• [Extracted records]
┏━━
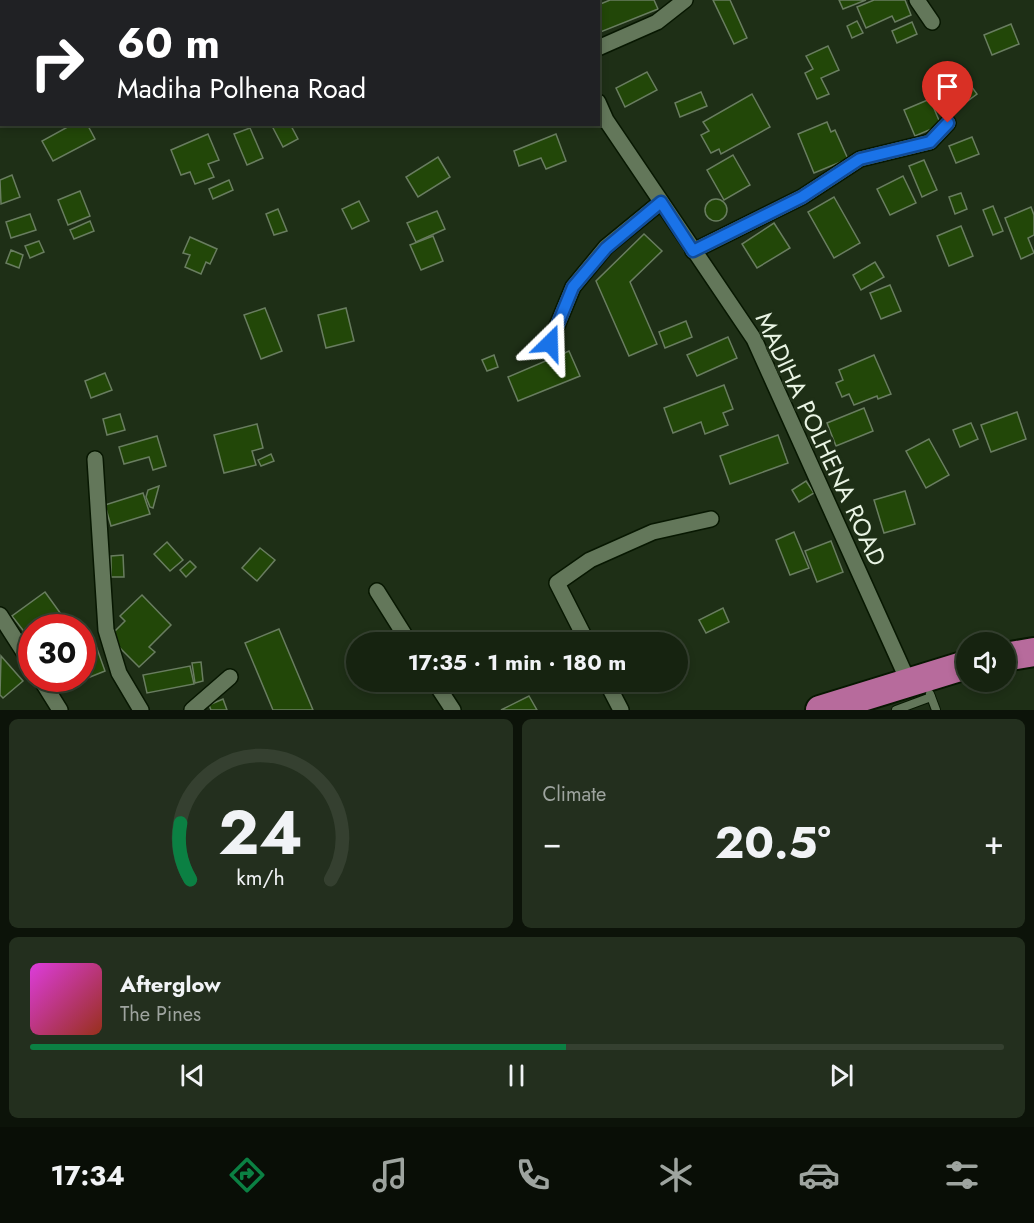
<!DOCTYPE html>
<html lang="en">
<head>
<meta charset="utf-8">
<style>
	body { margin:0; font-family:Jost,sans-serif; background:#232f1e; color:#f1f3f6; height:100vh; display:flex; flex-direction:column; font-size:22px; white-space:nowrap }
	* { box-sizing:border-box; margin:0 }
	p { font-size:20px; color:#9ea49f }
	.icon { flex:none; width:33px; height:33px; fill:none; stroke:currentColor; stroke-width:2; stroke-linecap:round; stroke-linejoin:round }
	.map { position:relative; height:710px; overflow:hidden }
	.details { display:flex; flex-direction:column; gap:9px; padding:9px; background:#0c1309; flex:1 }
	.details>* { flex:none }
	.banner { position:absolute; left:0px; top:0px; width:600px; height:126px; box-shadow:0 3px 9px #0003,0 0 0 2px #354030; background:#202124; color:#fff; overflow:hidden }
	.fabs { position:absolute; left:956px; top:632px; display:grid; gap:12px }
	.fabs a { display:grid; place-items:center; width:60px; height:60px; border-radius:50%; background:#162310; box-shadow:0 3px 9px #0003,0 0 0 2px #354030; font-size:30px }
	.speed { position:absolute; left:18px; top:614px; display:flex; gap:12px; font-size:30px; font-weight:700; text-align:center }
	.speed>* { display:grid; place-content:center; width:78px; height:78px; border-radius:50%; background:#162310; box-shadow:0 3px 9px #0003,0 0 0 2px #354030; line-height:1 }
	.speed .limit { border:9px solid #d22; background:#fff; color:#111 }
	.pin { position:absolute; display:grid; place-items:center; width:51px; height:51px; color:#fff; margin:-62px -26px; border-radius:50% 50% 50% 0; rotate:-45deg; box-shadow:0 0 6px #0007 }
	.pin .icon { rotate:45deg }
	.me { position:absolute; width:66px; margin:-33px; rotate:22deg; stroke-linejoin:round; filter:drop-shadow(0 0 4px #0008) }
	.turn { display:flex; align-items:center; gap:21px; height:126px; padding:0 18px; font-size:27px }
	.turn .icon { width:78px; height:78px; stroke-width:2.5 }
	.turn b { display:block; font-size:42px; line-height:51px }
	.big { font-size:45px; font-weight:700; line-height:1.1 }
	.details .tile { flex:1; display:flex; flex-direction:column; justify-content:center; gap:9px; min-width:0; padding:0 21px; border-radius:9px; background:#232f1e }
	.details .dial { align-items:center; gap:0 }
	.dial svg { height:156px; overflow:visible; fill:none; stroke:#354030; stroke-width:7; stroke-linecap:round; text-anchor:middle }
	.dial text { fill:#f1f3f6; stroke:none }
	.song { display:flex; align-items:center; gap:18px }
	.cover { width:72px; height:72px; border-radius:9px; background:linear-gradient(135deg,hsl(300 70% 55%),hsl(10 70% 35%)) }
	.played { height:6px; border-radius:3px; background:linear-gradient(90deg,#0b8043 55%,#354030 55%) }
	.keys { display:flex; justify-content:space-around; direction:ltr }
	.heat { display:flex; justify-content:space-between; align-items:center; font-size:33px; direction:ltr }
	.details .tiles { flex:1; display:grid; gap:9px; grid-template-columns:1fr 1fr }
	.tile:last-child { grid-column:span 2 }
	.trip { position:absolute; left:346px; top:632px; width:342px; height:60px; border-radius:30px; background:#162310; box-shadow:0 3px 9px #0003,0 0 0 2px #354030; font-weight:700; line-height:60px; text-align:center }
	.tab-bar { display:flex; height:96px; justify-content:space-around; align-items:center; background:#090e06; color:#9ea49f }
	.tab-bar .icon { width:42px; height:42px }
	.tab-bar .on { color:#0b8043 }
	.tab-bar b { font-size:27px; color:#f1f3f6 }
	.map>svg:first-child { display:block }
	.building { fill:#224708; stroke:#697d60; stroke-width:1.5 }
	.lines { fill:none; stroke-linecap:round; stroke-linejoin:round }
	.lane-casing { stroke:#071701; stroke-width:10 }
	.street-casing { stroke:#071701; stroke-width:18 }
	.highway-casing { stroke:#071701; stroke-width:32 }
	.lane { stroke:#63775a; stroke-width:8 }
	.street { stroke:#63775a; stroke-width:15 }
	.highway { stroke:#b76b9c; stroke-width:28 }
	.route-casing { stroke:#114b97; stroke-width:15 }
	.route { stroke:#1a73e8; stroke-width:10 }
	.labels { text-anchor:middle; dominant-baseline:central; stroke-width:6; stroke-linejoin:round; paint-order:stroke }
	.street-label { font-size:24px; fill:#e9f4e4; stroke:#1e2f16 }
</style>
</head>
<body>
<div class="map">
<svg width="1034" height="710" viewBox="0 0 1034 710">
	<rect width="100%" height="100%" fill="#1e2f16"/>
	<g class="building">
		<polygon points="610,0 654,0 658,9 598,33 598,5"/>
		<polygon points="713,0 730,0 747,38 734,44"/>
		<polygon points="839,0 866,0 843,9"/>
		<polygon points="874,0 905,0 911,15 895,22 892,16 866,28 857,7"/>
		<polygon points="857,21 863,33 852,38 847,26"/>
		<polygon points="912,22 917,34 897,43 892,31"/>
		<polygon points="1011,24 1019,44 992,55 984,35"/>
		<polygon points="828,46 839,70 821,78 829,94 817,99 805,73 813,69 806,56"/>
		<polygon points="958,68 977,94 958,108 939,83"/>
		<polygon points="647,72 657,90 625,107 616,88"/>
		<polygon points="701,92 707,106 680,117 675,103"/>
		<polygon points="752,94 770,127 721,154 719,149 711,153 701,135 709,131 703,122"/>
		<polygon points="930,99 941,125 915,136 904,110"/>
		<polygon points="827,122 831,132 835,130 848,159 814,173 798,134"/>
		<polygon points="73,124 87,124 95,139 53,161 42,141"/>
		<polygon points="271,124 290,124 298,139 283,147"/>
		<polygon points="250,128 263,158 247,165 234,134"/>
		<polygon points="208,134 219,160 208,164 214,177 195,184 190,172 181,175 171,150"/>
		<polygon points="556,134 566,161 546,169 541,158 519,166 514,151"/>
		<polygon points="972,137 979,154 956,163 949,146"/>
		<polygon points="733,155 750,185 724,200 707,170"/>
		<polygon points="438,157 450,177 418,197 406,177"/>
		<polygon points="924,160 937,190 922,197 909,166"/>
		<polygon points="12,175 20,197 1,204 0,180"/>
		<polygon points="903,176 916,203 890,215 877,189"/>
		<polygon points="229,180 233,190 213,199 209,189"/>
		<polygon points="80,191 90,216 68,225 58,200"/>
		<polygon points="961,193 967,209 955,214 949,197"/>
		<polygon points="834,197 860,243 834,258 808,212"/>
		<circle cx="716" cy="210" r="11"/>
		<polygon points="359,201 369,221 352,229 342,209"/>
		<polygon points="993,206 1003,231 993,235 983,210"/>
		<polygon points="1031,207 1034,215 1034,235 1028,238 1034,253 1021,259 1005,218"/>
		<polygon points="278,209 287,231 274,235 266,214"/>
		<polygon points="437,211 445,229 416,242 407,223"/>
		<polygon points="30,214 36,230 11,238 6,222"/>
		<polygon points="90,221 94,231 74,239 70,230"/>
		<polygon points="774,223 790,248 757,268 742,244"/>
		<polygon points="961,226 973,256 949,266 937,236"/>
		<polygon points="644,234 662,251 630,282 657,344 629,356 596,281"/>
		<polygon points="433,236 443,261 421,270 410,245"/>
		<polygon points="190,237 217,249 210,264 206,262 201,274 185,267 190,255 183,253"/>
		<polygon points="39,241 44,252 30,258 25,246"/>
		<polygon points="11,250 23,255 19,268 6,263"/>
		<polygon points="875,262 884,277 861,290 853,275"/>
		<polygon points="890,285 901,311 881,319 870,293"/>
		<polygon points="265,308 282,351 261,359 244,315"/>
		<polygon points="346,308 354,341 326,348 318,315"/>
		<polygon points="686,321 692,337 665,348 659,332"/>
		<polygon points="728,337 737,358 697,376 687,355"/>
		<polygon points="569,351 580,376 518,401 508,377"/>
		<polygon points="494,355 498,367 487,371 482,360"/>
		<polygon points="874,355 891,394 878,399 877,396 854,405 849,394 842,397 836,383 843,380 839,370"/>
		<polygon points="105,373 112,390 91,398 85,381"/>
		<polygon points="724,385 733,409 723,413 728,425 705,434 701,422 673,433 664,408"/>
		<polygon points="864,408 873,431 836,446 827,423"/>
		<polygon points="1017,412 1026,439 991,452 981,425"/>
		<polygon points="120,414 125,430 107,435 103,419"/>
		<polygon points="971,423 978,439 960,447 953,430"/>
		<polygon points="257,424 263,448 252,451 256,465 224,473 214,435"/>
		<polygon points="778,435 788,463 730,484 720,456"/>
		<polygon points="157,436 166,466 153,470 149,457 124,464 119,447"/>
		<polygon points="929,439 949,475 926,488 906,451"/>
		<polygon points="271,454 274,461 261,466 258,460"/>
		<polygon points="806,481 814,493 799,502 792,490"/>
		<polygon points="159,486 153,508 150,507 146,497 148,490"/>
		<polygon points="905,491 915,524 884,533 874,500"/>
		<polygon points="143,493 150,514 111,526 105,505"/>
		<polygon points="794,532 809,568 790,575 776,540"/>
		<polygon points="831,541 843,572 817,582 805,551"/>
		<polygon points="167,542 183,560 170,571 154,554"/>
		<polygon points="260,548 275,560 257,581 242,568"/>
		<polygon points="123,555 124,577 111,577 111,556"/>
		<polygon points="190,561 196,567 186,577 180,570"/>
		<polygon points="45,592 61,614 43,627 32,627 32,636 29,638 12,616"/>
		<polygon points="142,595 171,625 149,647 155,652 139,667 109,637 125,621 120,616"/>
		<polygon points="723,608 729,622 706,633 699,620"/>
		<polygon points="279,629 313,710 273,710 245,643"/>
		<polygon points="95,643 105,671 85,679 82,673 82,648"/>
		<polygon points="1,656 23,681 3,698 0,695"/>
		<polygon points="201,662 203,681 195,683 192,663"/>
		<polygon points="190,666 194,684 147,693 143,675"/>
		<polygon points="46,678 77,678 78,681 53,693"/>
		<polygon points="529,696 537,710 501,710"/>
		<polygon points="223,699 227,710 211,710 209,705"/>
	</g>
	<g class="lines">
		<defs>
			<g id="lane">
				<polyline points="930,694 936,710"/>
				<polyline points="896,710 931,697"/>
			</g>
			<g id="street">
				<polyline points="181,0 181,2"/>
				<polyline points="561,0 561,2"/>
				<polyline points="917,0 932,22"/>
				<polyline points="598,48 657,22 685,0"/>
				<polyline points="598,102 606,120 754,339 909,683"/>
				<polyline points="693,251 802,197 860,159 930,142 948,123"/>
				<polyline points="550,343 573,287 606,247 661,202"/>
				<polyline points="95,459 106,630 119,673 141,710"/>
				<polyline points="377,591 409,642"/>
				<polyline points="0,615 32,665"/>
				<polyline points="587,642 557,583 590,560 653,532 711,519"/>
				<polyline points="40,678 60,710"/>
				<polyline points="434,681 453,710"/>
				<polyline points="606,681 621,710"/>
				<polyline points="192,710 230,677"/>
			</g>
			<g id="highway">
				<polyline points="1005,657 1034,652"/>
				<polyline points="820,710 966,665"/>
			</g>
		</defs>
		<use href="#lane" class="lane-casing"/>
		<use href="#street" class="street-casing"/>
		<use href="#highway" class="highway-casing"/>
		<use href="#lane" class="lane"/>
		<use href="#street" class="street"/>
		<use href="#highway" class="highway"/>
	</g>
	<g class="lines">
		<defs>
			<polyline id="route" points="550,343 573,287 606,248 661,202 693,251 802,197 860,159 930,142 948,123"/>
		</defs>
		<use href="#route" class="route-casing"/>
		<use href="#route" class="route"/>
	</g>
	<g class="labels">
		<g class="street-label">
			<text transform="translate(821 439) rotate(65)">MADIHA POLHENA ROAD</text>
		</g>
	</g>
</svg>
<div class="fabs">
<a><svg class="icon" aria-label="sound" viewBox="0 0 24 24"><path d="M4 9h4l5-4v14l-5-4H4zM17 9q2 3 0 6"/></svg></a>
</div>
<div class="speed"><div class="limit">30</div></div>
<div class="pin" style="left:948px;top:123px;background:#d93025"><svg class="icon" aria-label="arrive" viewBox="0 0 24 24"><path d="M6 21V4h12l-3 4 3 4H6"/></svg></div>
<svg class="me" style="left:550px;top:343px" viewBox="-20 -20 40 40"><path d="M0-17L14 15 0 8-14 15z" fill="#1a73e8" stroke="#fff" stroke-width="4"/></svg>
<div class="trip">17:35 · 1 min · 180 m</div>
<div class="banner">
<div class="turn"><svg class="icon" aria-label="right" viewBox="0 0 24 24"><path d="M7 20v-9h11M14 6l5 5-5 5"/></svg><div><b>60 m</b>Madiha Polhena Road</div></div>
</div>
</div>
<section class="details">
<div class="tiles">
<div class="tile dial"><svg viewBox="0 0 100 80">
<path d="M14 69A42 42 0 1 1 86 69"/>
<path d="M14 69A42 42 0 0 1 9 40" stroke="#0b8043"/>
<text x="50" y="56" font-size="32" font-weight="700">24</text>
<text x="50" y="72" font-size="11">km/h</text>
</svg></div>
<div class="tile"><p>Climate</p>
<div class="heat"><a>−</a><b class="big">20.5°</b><a>+</a></div>
</div>
<div class="tile">
<div class="song"><i class="cover"></i><div><b>Afterglow</b><p>The Pines</p></div></div>
<div class="played"></div>
<div class="keys"><svg class="icon" aria-label="previous" viewBox="0 0 24 24"><path d="M18 5L8 12l10 7zM5 5v14"/></svg><svg class="icon" aria-label="pause" viewBox="0 0 24 24"><path d="M8 5v14M16 5v14"/></svg><svg class="icon" aria-label="next" viewBox="0 0 24 24"><path d="M6 5l10 7-10 7zM19 5v14"/></svg></div>
</div>
</div>
</section>
<nav class="tab-bar">
<b>17:34</b>
<svg class="icon on" aria-label="directions" viewBox="0 0 24 24"><path d="M12 3l9 9-9 9-9-9zM9 14v-3h6M13 9l2 2-2 2"/></svg>
<svg class="icon" aria-label="music" viewBox="0 0 24 24"><path d="M9 18V5l10-2v13"/><circle cx="6" cy="18" r="3"/><circle cx="16" cy="16" r="3"/></svg>
<svg class="icon" aria-label="phone" viewBox="0 0 24 24"><path d="M5 4h4l2 5-3 2q2 4 5 5l2-3 5 2v4C11 20 4 13 5 4z"/></svg>
<svg class="icon" aria-label="climate" viewBox="0 0 24 24"><path d="M12 3v18M4 7l16 10M4 17L20 7"/></svg>
<svg class="icon" aria-label="car" viewBox="0 0 24 24"><path d="M5 17H2v-5l4-1 3-4h7l3 4 3 1v5h-3M9 17h6M6 11h13"/><circle cx="7" cy="17" r="2"/><circle cx="17" cy="17" r="2"/></svg>
<svg class="icon" aria-label="filters" viewBox="0 0 24 24"><path d="M4 7h16M4 17h16"/><circle cx="9" cy="7" r="2"/><circle cx="15" cy="17" r="2"/></svg>
</nav>
</body>
</html>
┗━━
Scan the entries above for the string "street", and copy every line where it turns up.

• [Answer to the exercise]
	.street-casing { stroke:#071701; stroke-width:18 }
	.street { stroke:#63775a; stroke-width:15 }
	.street-label { font-size:24px; fill:#e9f4e4; stroke:#1e2f16 }
			<g id="street">
		<use href="#street" class="street-casing"/>
		<use href="#street" class="street"/>
		<g class="street-label">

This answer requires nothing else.